Figura 1. Exercício defensivo com sentido de progressão preferencial.

O segundo apresenta um objetivo idêntico (recuperar a posse), não existindo no entanto nenhuma baliza, e procurando a equipa defensiva evitar passes por dentro de uma determinada zona (no exemplo abaixo, pelo quadrado mais central).

Figura 2. Exercício defensivo sem sentido de progressão preferencial.

Apesar de se poder considerar o primeiro deles como mais específico, pelo facto de ser dotado de um sentido de progressão preferencial (dependente do local da baliza), o segundo exercício poderá ser proposto como uma progressão do anterior, caso o objetivo de treino seja intervir sobre a capacidade de alterar e cumprir com as funções defensivas do centro de jogo (contenções, coberturas, equilíbrios, etc.). No segundo caso, a ausência do sentido de progressão preferencial levará a maior dificuldade nos reajustamentos defensivos necessários para o cumprimento do objetivo da tarefa (recuperar a posse), podendo assim potenciar-se a habilidade em causa (isto partindo do princípio que o nível de exigência é adequado aos atletas). Considerando que o propósito do treino é o da preparação para o jogo, e não o da replicação do mesmo, esta opção de planeamento menos representativa poderá ser vantajosa…

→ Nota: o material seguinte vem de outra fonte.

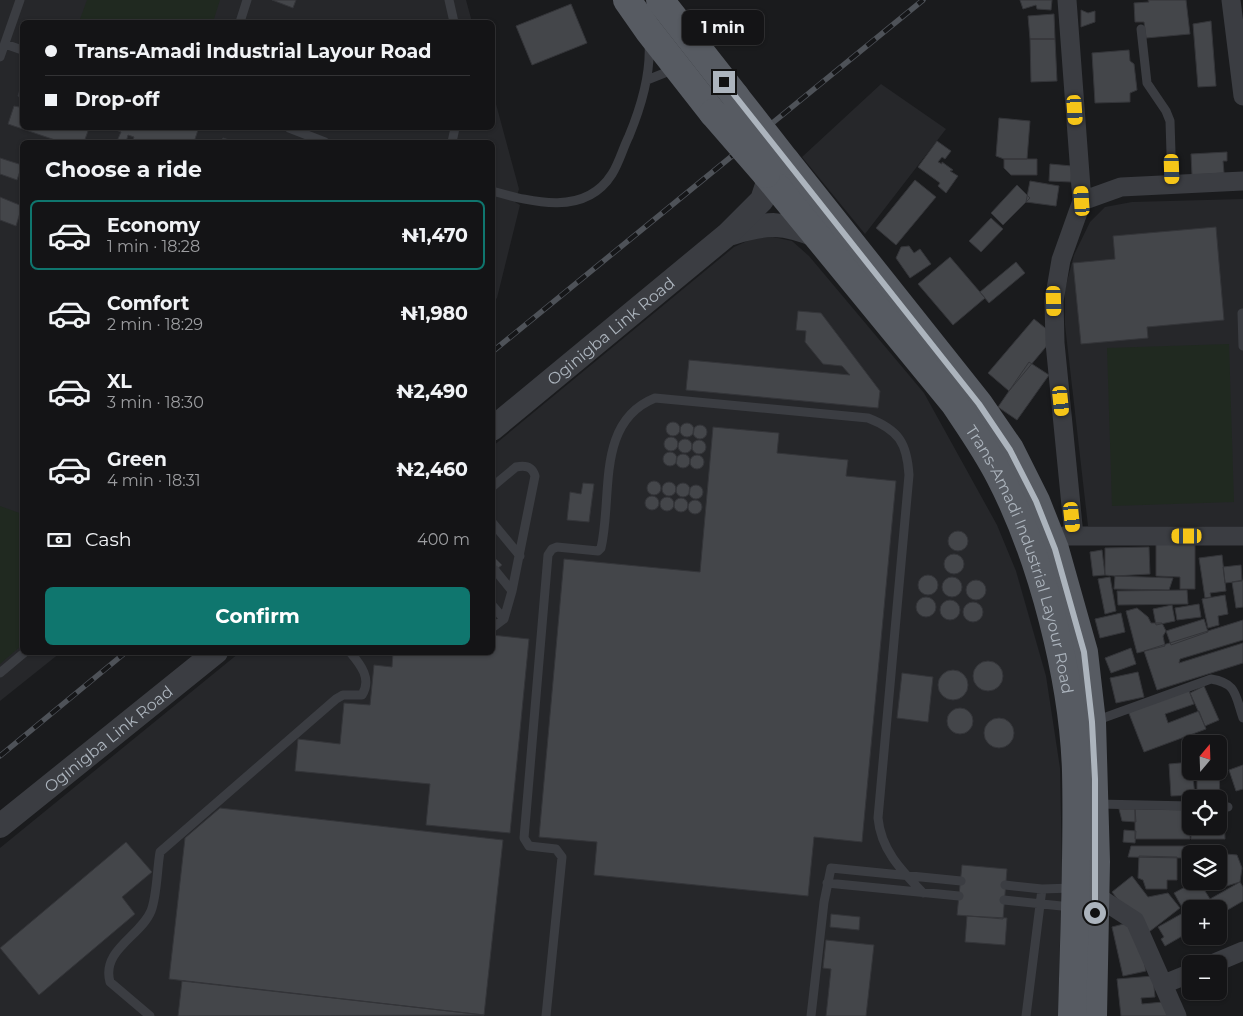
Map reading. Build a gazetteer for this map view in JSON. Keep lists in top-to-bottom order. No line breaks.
{"streets":{"main road":["Trans-Amadi Industrial Layour Road"],"street":["Oginigba Link Road"]},"crossings":[["Oginigba Link Road","Trans-Amadi Industrial Layour Road"]],"north":"top","page":{"bubble":"1 min","banner":["Trans-Amadi Industrial Layour Road","Drop-off"],"heading":"Choose a ride","list":[{"name":"Economy","note":"1 min · 18:28","value":"₦1,470"},{"name":"Comfort","note":"2 min · 18:29","value":"₦1,980"},{"name":"XL","note":"3 min · 18:30","value":"₦2,490"},{"name":"Green","note":"4 min · 18:31","value":"₦2,460"}],"pay":["Cash","400 m"],"buttons":"Confirm","map_buttons":["+","−"]}}
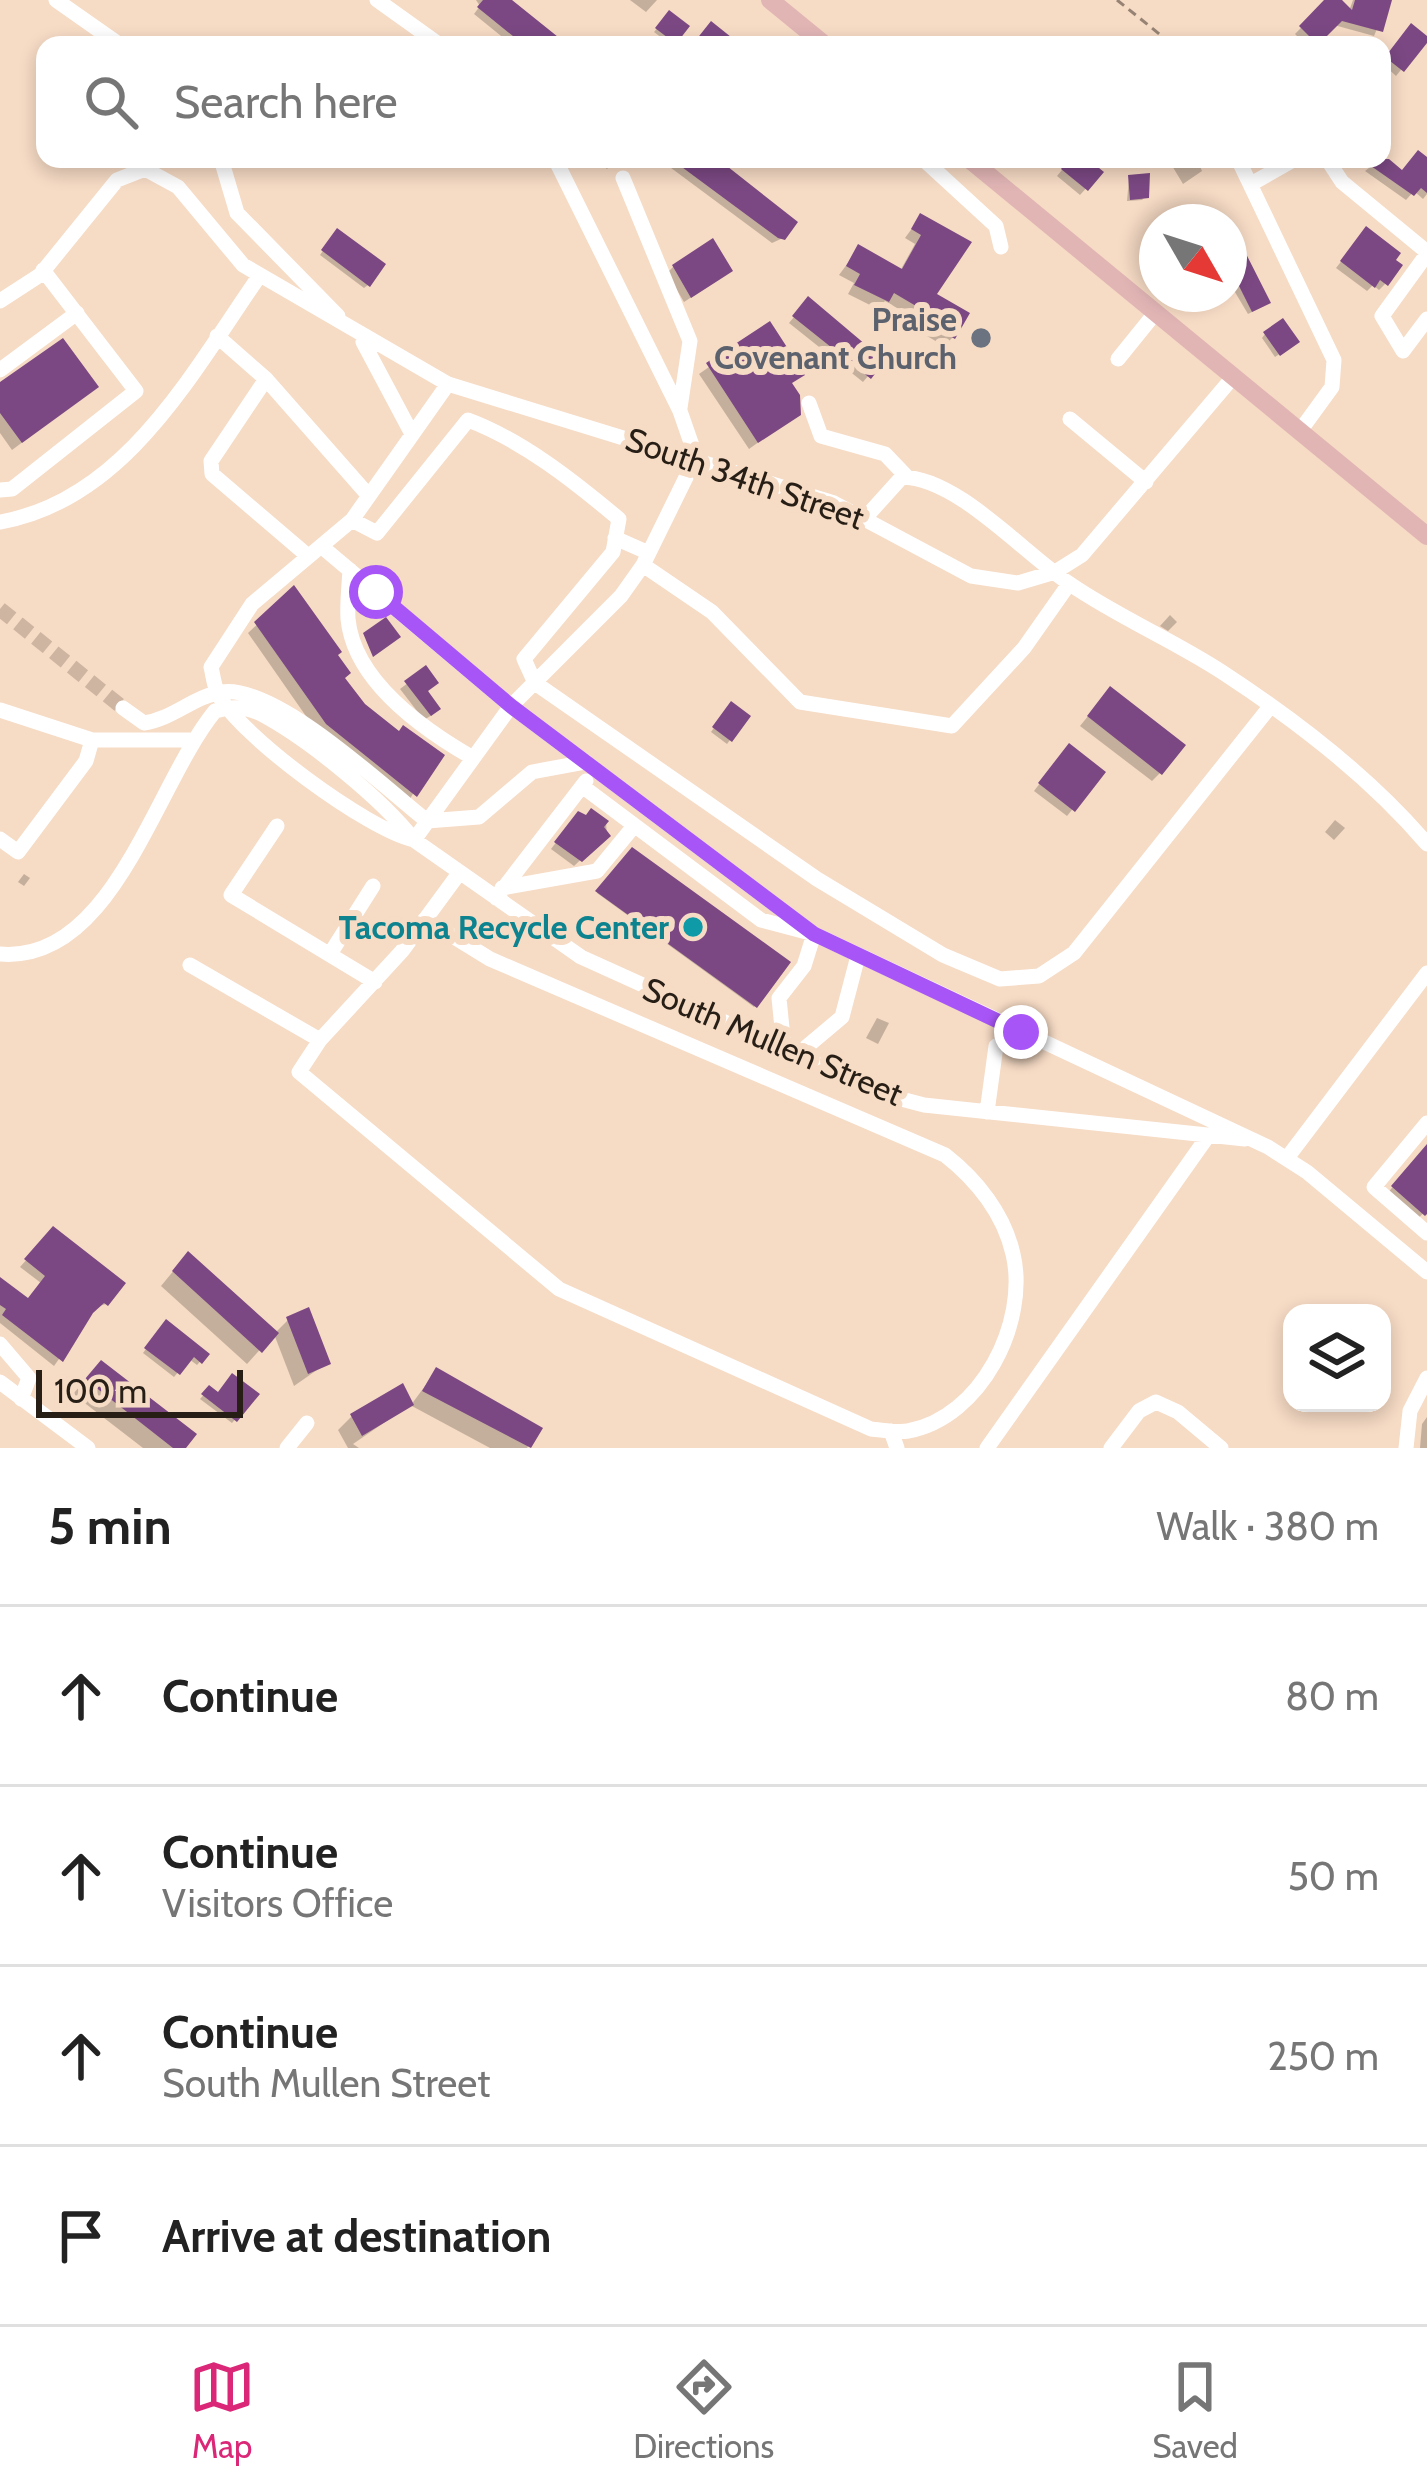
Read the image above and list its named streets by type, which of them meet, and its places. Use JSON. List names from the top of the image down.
{
  "streets": {
    "street": ["South 34th Street", "South Mullen Street"]
  },
  "places": ["Praise Covenant Church", "Tacoma Recycle Center"],
  "scale_bar": "100 m",
  "north": "bottom right",
  "page": {
    "search": "Search here",
    "scale": "100 m",
    "heading": ["5 min", "Walk · 380 m"],
    "list": [
      ["Continue", "80 m"],
      ["Continue", "Visitors Office", "50 m"],
      ["Continue", "South Mullen Street", "250 m"],
      "Arrive at destination"
    ],
    "nav": ["Map", "Directions", "Saved"]
  }
}
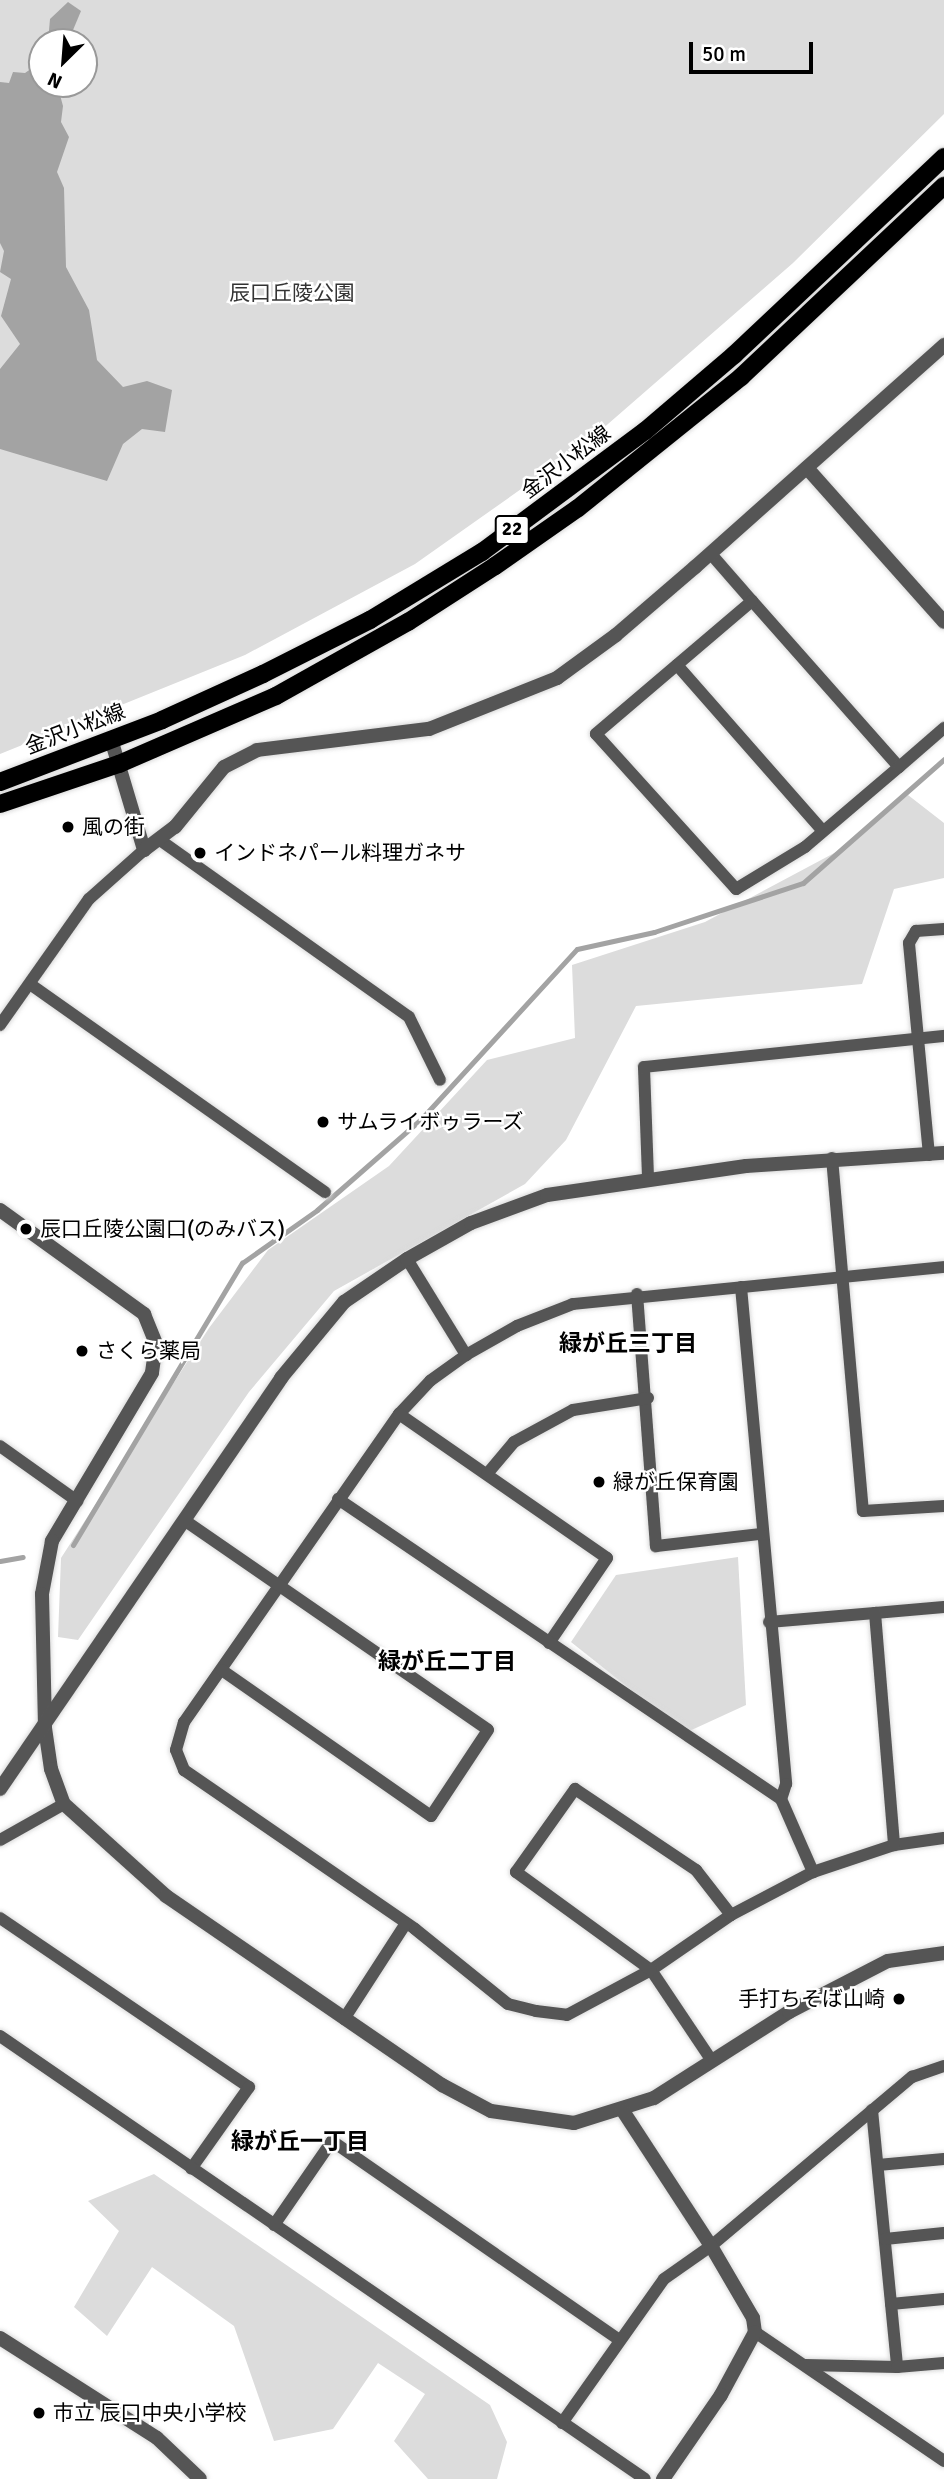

De maneira bastante sucinta, e procurando não alongar um artigo já extenso, importa ainda referir a constante incerteza na “resposta” dos elementos aos estímulos aplicados [LINK], bem como a dificuldade em individualizá-los em desportos coletivos, por exemplo, de forma a minorar diferenças entre as solicitações do treino e a “pegada” do jogo formal [LINK]. Ambos os fatores poderão também levar ao abandono de elementos da especificidade (ver quadro abaixo), para melhor adequação das tarefas às necessidades dos executores e posterior desenvolvimento das habilidades das quais o sucesso competitivo depende.

Quadro 1. Elementos de especificidade nos exercícios de treino.


Sumariando os argumentos anteriores e a minha perspetiva atual relativa ao processo de treino… Continuo a crer na utilidade de um conjunto de métodos complementares que, apesar de não serem o mais relevante, permitem suprir os constrangimentos temporais das tarefas mais representativas, predispor os indivíduos a determinadas explorações percetuais e motoras, possibilitando também a melhoria de competências e sistemas que, apesar de serem dificilmente treinados em contextos específicos (por falta de sobrecarga, repetição, ou outros), constituem-se como fatores relevantes para o sucesso. Já no que concerne ao trabalho “de campo”, e sendo consistente com a perspetiva de que a descrição do ambiente de performance não fornece todas as informações necessárias para a delineação de um processo a longo prazo, julgo que o caminho a adotar será o da manutenção de elevados níveis de especificidade, garantindo o máximo de elementos desta que, ainda assim, permitam sobrecarregar, individualizar, e melhorar a gestão dos construtos do espaço e do tempo [LINK].